单个带电粒子所受的磁力可以从更一般的载流导线受力公式推导出来。对于一段导线,F = BIL sin θ。电流 I = nAqv,其中 n 是单位体积内的载流子数目,A 是横截面积,q 是每个载流子的电荷,v 是漂移速度。长度为 L 的导线中载流子总数为 nAL,因此它们所受的总力为 B (nAqv) L sin θ。除以 nAL 即得一个电荷所受的力:F = Bqv sin θ。
When the velocity is perpendicular to the magnetic field (θ = 90°), F = Bqv. This force acts as a centripetal force, leading to r = mv/(Bq), a favourite exam derivation for determining the radius of a particle’s circular path in a magnetic field.

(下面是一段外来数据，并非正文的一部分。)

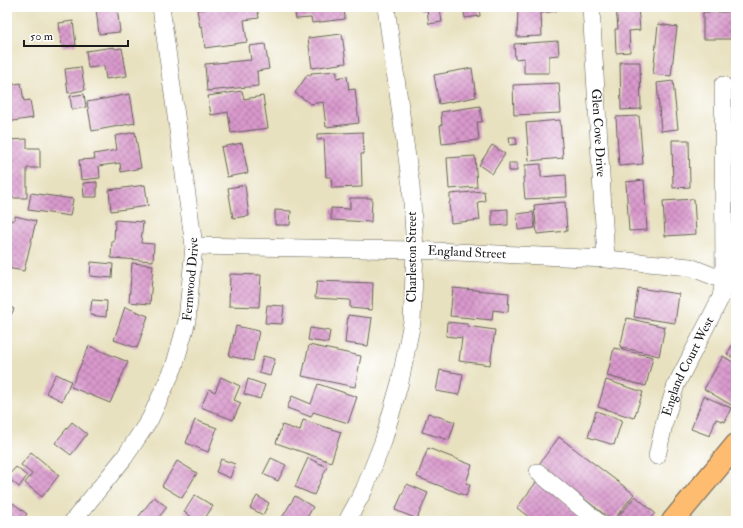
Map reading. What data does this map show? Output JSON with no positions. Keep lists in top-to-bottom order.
{
  "streets": {
    "street": [
      "Glen Cove Drive",
      "England Street",
      "Charleston Street",
      "Fernwood Drive",
      "England Court West"
    ]
  },
  "crossings": [
    ["Glen Cove Drive", "England Street"],
    ["England Street", "Charleston Street"],
    ["England Street", "Fernwood Drive"],
    ["England Street", "England Court West"]
  ],
  "scale_bar": "50 m"
}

当速度与磁场垂直时(θ = 90°),F = Bqv。这个力充当向心力,从而导出 r = mv/(Bq),这是考试中常用于确定粒子在磁场中圆周运动半径的一个常见推导。
7. Momentum Conservation and Impulse | 动量守恒与冲量
Newton’s second law in its most general form is F = dp/dt. If the net external force on a system is zero, then dp/dt = 0, so the total momentum p is constant. This is the law of conservation of momentum. For two colliding objects, m₁u₁ + m₂u₂ = m₁v₁ + m₂v₂.
牛顿第二定律的最普遍形式是 F = dp/dt。如果系统所受合外力为零,则 dp/dt = 0,因此总动量 p 守恒。这就是动量守恒定律。对于两个碰撞物体,有 m₁u₁ + m₂u₂ = m₁v₁ + m₂v₂。
Impulse is defined as the integral of force over time, which equals the change in momentum: J = ∫F dt = Δp. The area under a force–time graph gives the impulse, a key exam skill for solving collision and rebound problems.
冲量定义为力对时间的积分,等于动量的变化:J = ∫F dt = Δp。力–时间图像下的面积表示冲量,这是解决碰撞和反弹问题时的一个重要考试技能。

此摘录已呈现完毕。